2. Prime semplificazioni: l’autorità e il suo silenzio.
Intorno a questo rapporto noi giriamo da sempre, e comunque fin dalla formazione dello Stato unitario e dall’assoggettamento dell’amministrazione ad un sistema di leggi che il cittadino poteva far valere di fronte al giudice. Solo nel 1990 si aprì o per meglio dire si tentò di aprire un’era nuova. Con la legge sul procedimento amministrativo, la celeberrima l. n. 241 dell’8 agosto 1990, si dispose che la risposta alla presentazione del modulo – cioè la decisione sulla domanda di autorizzazione, concessione, permesso e così via – non era più riservata alla sola autorità competente o all’insieme delle autorità competenti (co-mune, difesa, sanità, beni culturali, per ricordare quelle che più spesso si incontrano). Si poteva aprire un dialogo unitario con tutte le amministrazioni interessate, attraverso il c.d. contraddittorio nel procedimento amministrativo; si potevano conoscere e condividere i documenti, in quanto veniva introdotto il diritto di accesso agli atti dell’autorità; in sintesi, si poteva “partecipare” al procedimento. La c.d. conferenza di servizi, complicata struttura dalle molte facce, integrava il contraddittorio consentendo una forma quasi collegiale di decisione.
Questa esperienza si è sviluppata negli anni. Al dialogo “attivo”, in seguito al quale cioè l’autorità doveva esprimersi, si sono aggiunti due succedanei, che, nella forma attuale, vennero introdotti intorno al 2005. Il primo è il c.d. silenzio assenso. Tra la fine dell’800 ed i primi del ‘900 il non fare dell’amministrazione, il suo tacere nei rapporti con il cittadino, grazie alla giurisprudenza era assurto ad istituto giuridico per consentire la tutela giurisdizionale anche in caso di inerzia dell’autorità sulle domande o istanze. In altri termini, al ricorrere di determinate condizioni [2], il silenzio venne concepito come “provvedimento”, ovviamente negativo. Nel 2005 si dispose che potesse avere anche valore positivo, vale a dire di vero e proprio “provvedimento” autorizzatorio o concessorio.  Si diede così, o per meglio dire ci si illuse di dare al tacere dell’autorità, protrattosi per un certo periodo di tempo, il valore formale – e  positivo – di esercizio del potere attribuitole. Valeva e vale in un numero relativamente limitato di ipotesi; nessuno se ne fida perché il terzo interessato e soprattutto la stessa autorità rimasta silente possono insorgere e paralizzare l’inceptum.

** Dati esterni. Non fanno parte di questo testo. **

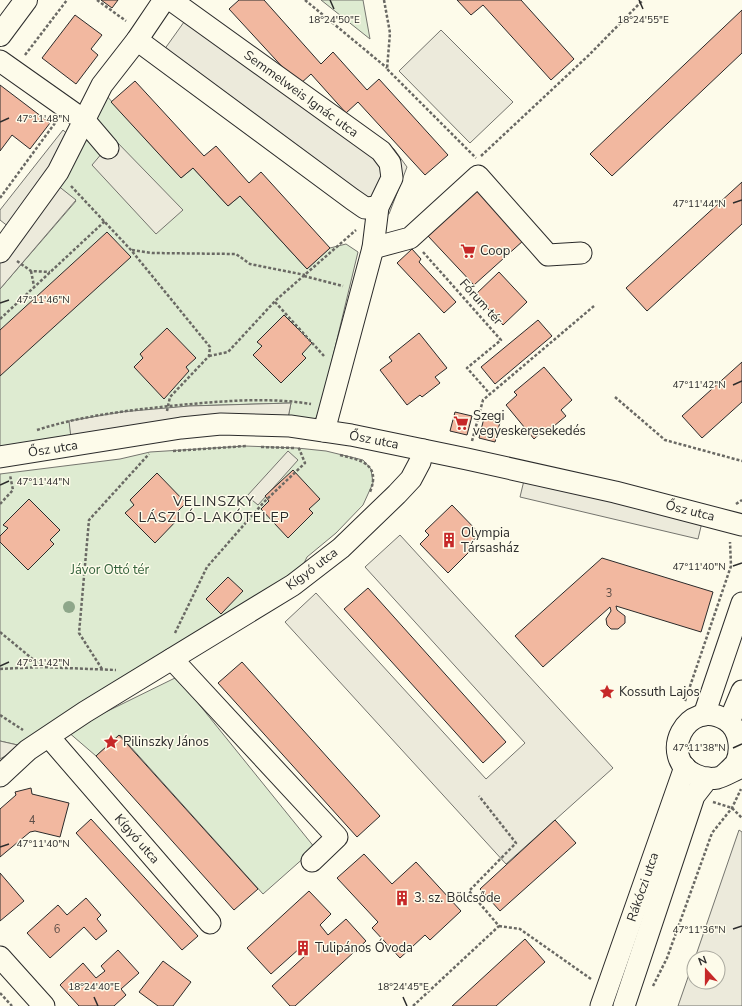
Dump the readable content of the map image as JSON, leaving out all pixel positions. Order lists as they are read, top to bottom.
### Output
{
  "streets": {
    "street": [
      "Semmelweis Ignác utca",
      "Ősz utca",
      "Kígyó utca",
      "Rákóczi utca"
    ],
    "path": ["Fórum tér"]
  },
  "crossings": [
    ["Semmelweis Ignác utca", "Ősz utca"],
    ["Ősz utca", "Kígyó utca"]
  ],
  "districts": ["VELINSZKY LÁSZLÓ-LAKÓTELEP"],
  "parks": ["Jávor Ottó tér"],
  "places": {
    "supermarket": ["Coop", "Szegi vegyeskeresekedés"],
    "building": ["Olympia Társasház", "3. sz. Bölcsőde", "Tulipános Óvoda"],
    "place": ["Kossuth Lajos", "Pilinszky János"]
  },
  "house_numbers": ["3", "4", "6"],
  "north": "top",
  "coordinates": [
    "18°24'50\"E",
    "18°24'55\"E",
    "47°11'48\"N",
    "47°11'44\"N",
    "47°11'46\"N",
    "47°11'42\"N",
    "47°11'40\"N",
    "47°11'38\"N",
    "47°11'36\"N",
    "18°24'40\"E",
    "18°24'45\"E"
  ]
}
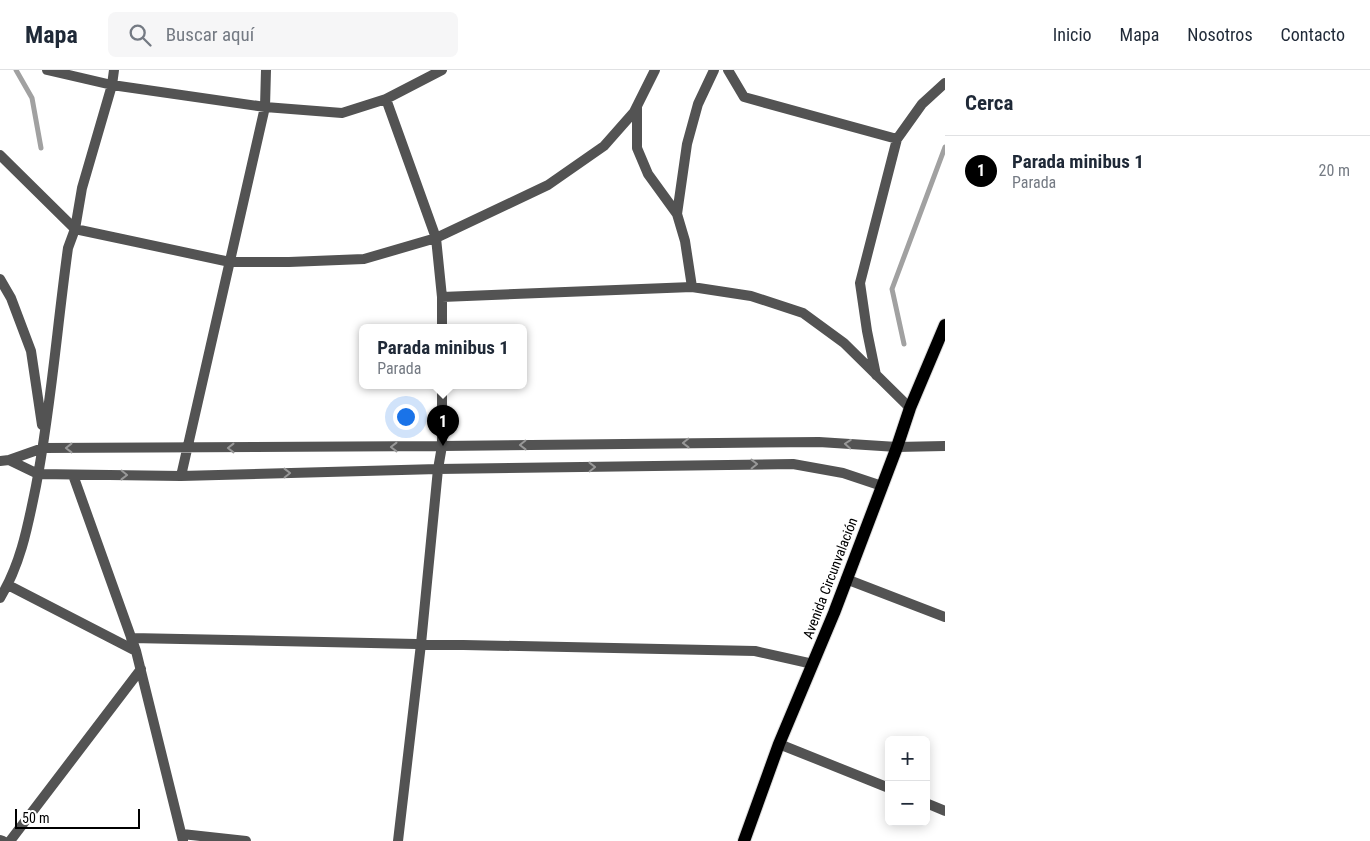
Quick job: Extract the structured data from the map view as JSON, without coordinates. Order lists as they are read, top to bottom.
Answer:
{
  "streets": {
    "main road": ["Avenida Circunvalación"]
  },
  "scale_bar": "50 m",
  "page": {
    "header": "Mapa",
    "search": "Buscar aquí",
    "nav": [
      "Inicio",
      "Mapa",
      "Nosotros",
      "Contacto"
    ],
    "heading": "Cerca",
    "list": [
      {
        "mark": "1",
        "name": "Parada minibus 1",
        "note": "Parada",
        "value": "20 m"
      }
    ],
    "popup": ["Parada minibus 1", "Parada"],
    "pins": "1",
    "map_buttons": ["+", "−"],
    "scale": "50 m"
  }
}
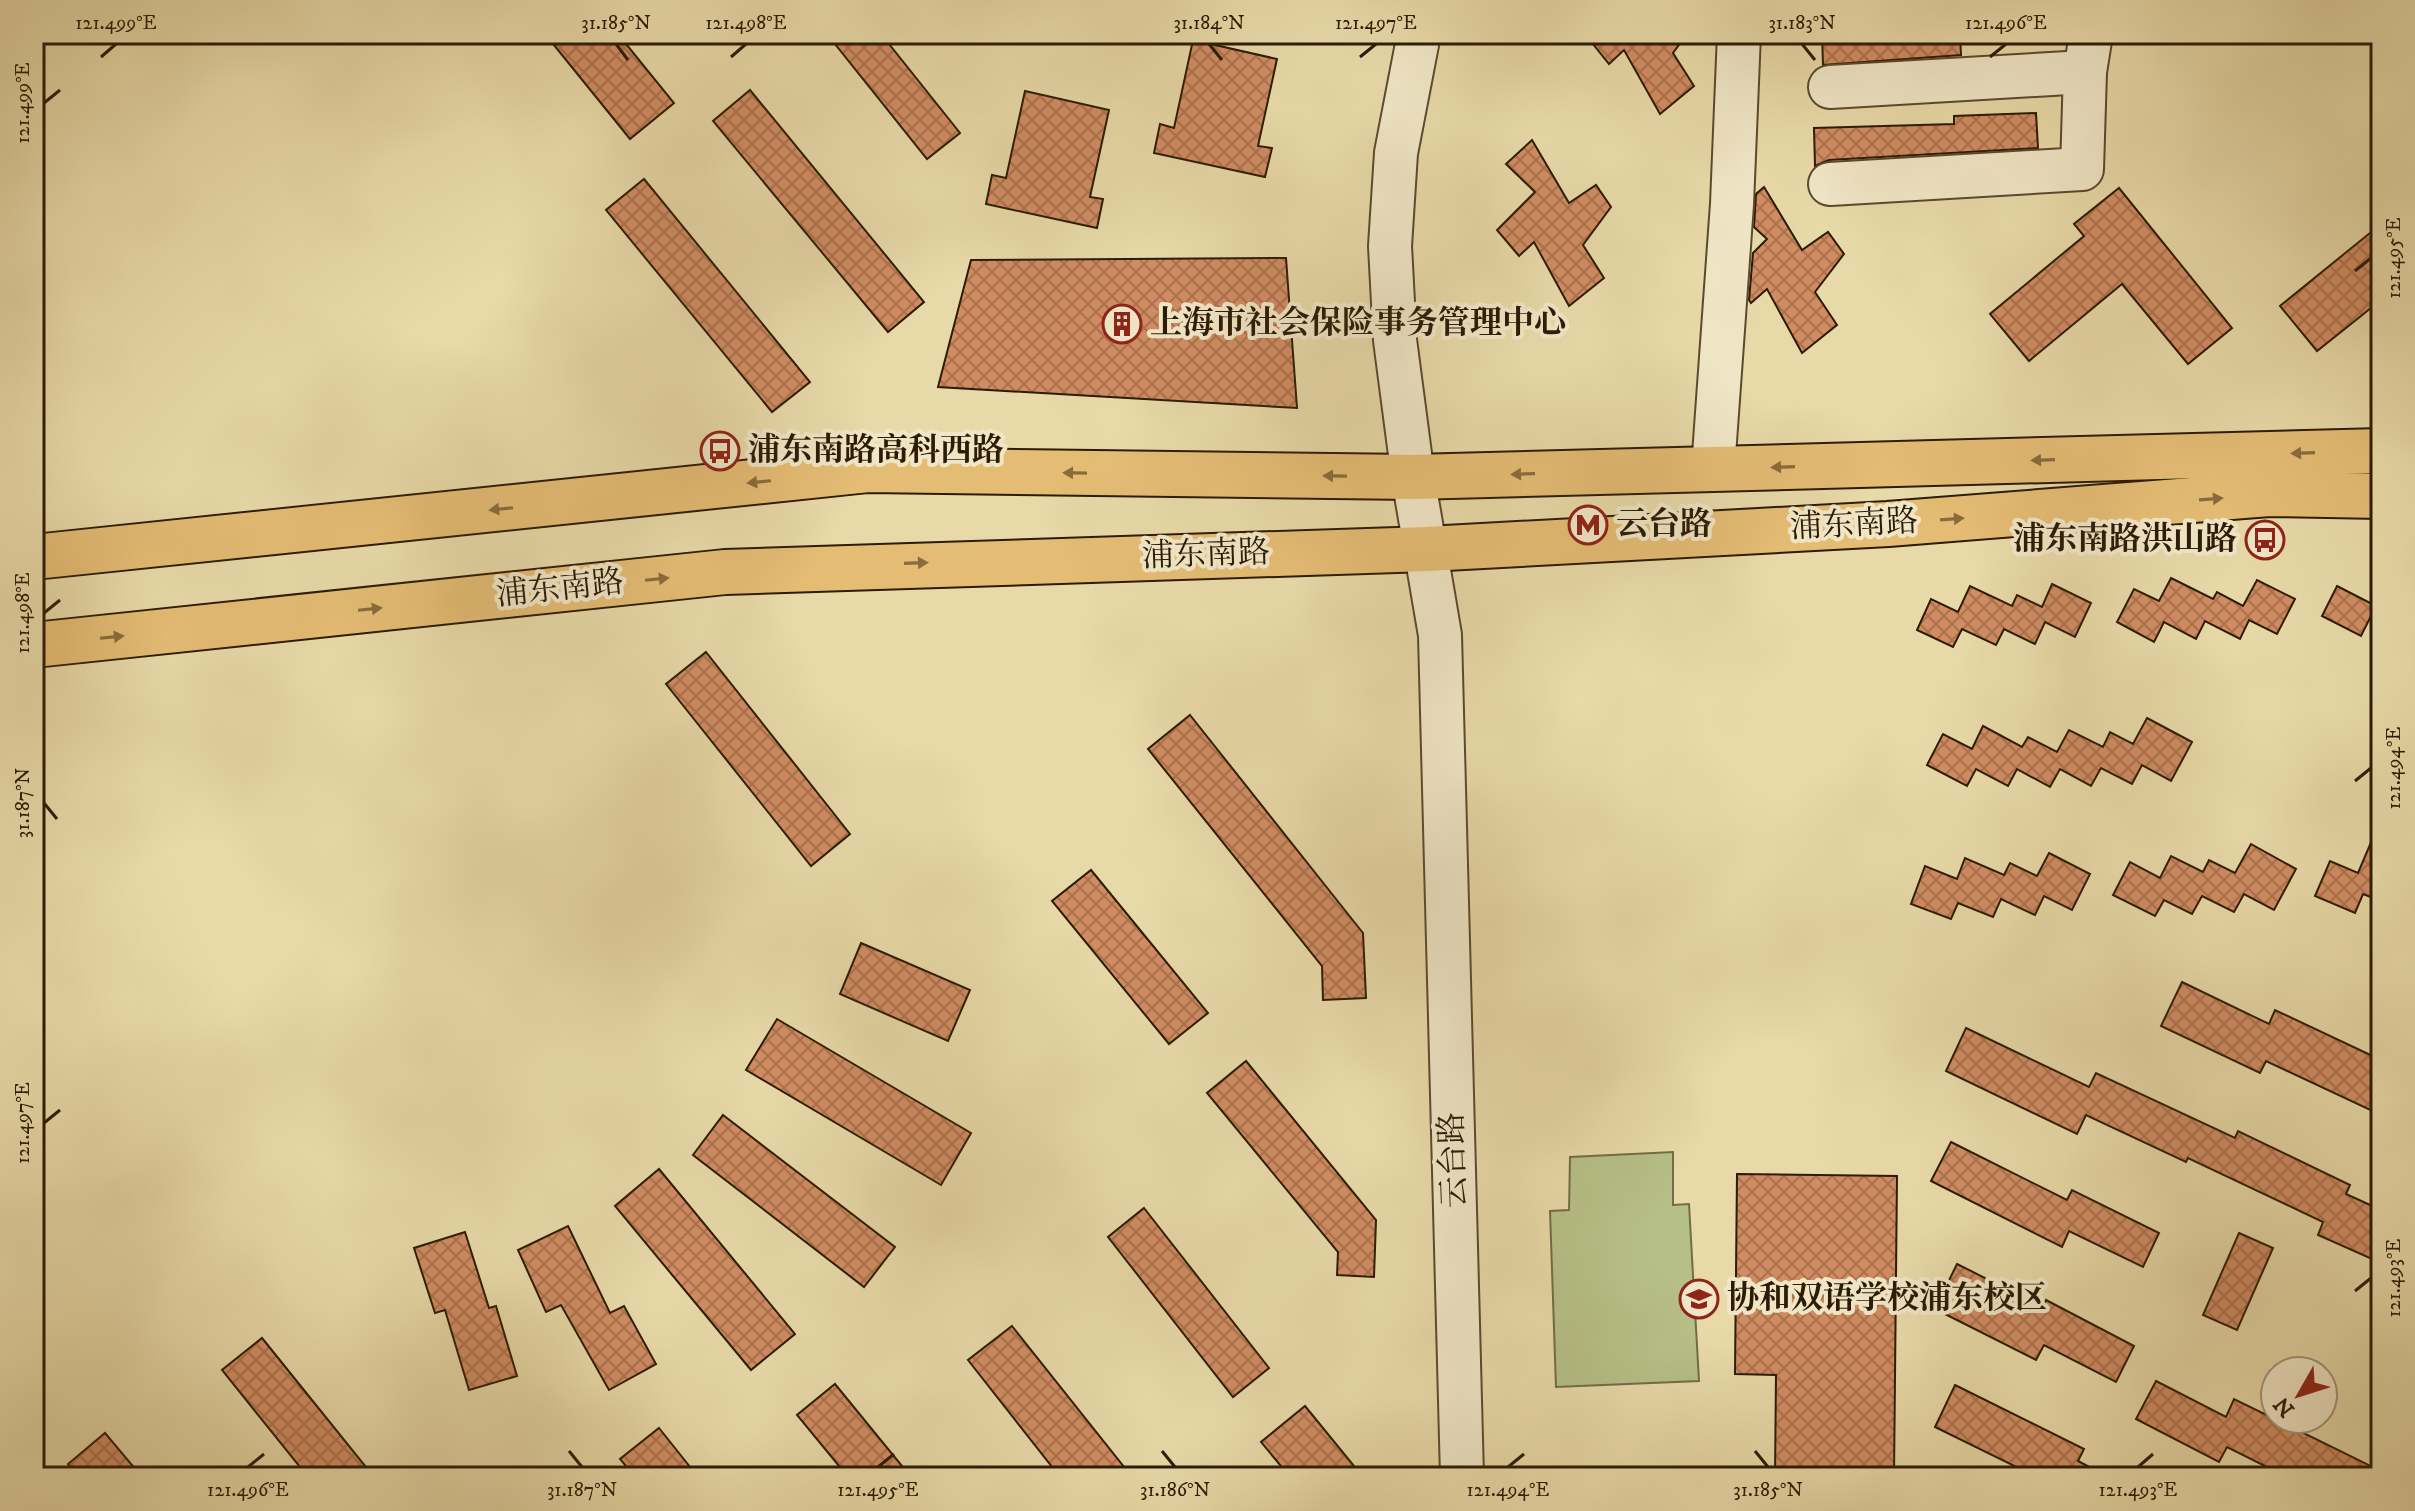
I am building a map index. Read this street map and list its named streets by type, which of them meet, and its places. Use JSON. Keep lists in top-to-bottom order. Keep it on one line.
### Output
{"streets":{"main road":["浦东南路"],"street":["云台路"]},"crossings":[["浦东南路","云台路"]],"places":{"building":["上海市社会保险事务管理中心"],"bus stop":["浦东南路高科西路","浦东南路洪山路"],"metro station":["云台路"],"school or university":["协和双语学校浦东校区"]},"north":"bottom left","coordinates":["121.499°E","31.185°N","121.498°E","31.184°N","121.497°E","31.183°N","121.496°E","121.495°E","121.494°E","31.187°N","121.493°E","31.186°N"]}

Il secondo succedaneo del dialogo attivo, di cui si diceva, consistette e consiste nel dare un significato sostanziale al solo fatto dell’avvio di un procedimento. Si dice cioè che in un gran numero di casi, da ultimo amplificati dal d.l. 6 dicembre 2011, n. 201, chi vuol fare qualche cosa può attivare una procedura con la quale mette l’autorità a conoscenza di quel che si propone di realizzare; passato un certo tempo – o subito, addirittura – l’intraprendente può cominciare a fare. L’idea è tanto bella quanto povera. Chi comincia così non è al sicuro di nulla. L’autorità, il terzo, i terzi, i quarti possono insorgergli contro e fermarlo.

3. Autorità e cittadini.
In effetti, il problema è un altro. Non sta (solo) nel semplificare i moduli o i procedimenti con tutti i moduli che essi richiedono. Il problema sta nel rapporto tra autorità e cittadino, e viceversa, da cui nasce l’ubiquitaria necessità del modulo e del procedimento. E così il problema, il vero problema della semplificazione non sta (solo) in qualche riscrittura di forme procedurali, ma in un ripensamento del rapporto tra autorità e cittadino, dal quale dipendono tutti i discorsi su moduli e procedimenti.
La questione sembra porsi nei termini che seguono.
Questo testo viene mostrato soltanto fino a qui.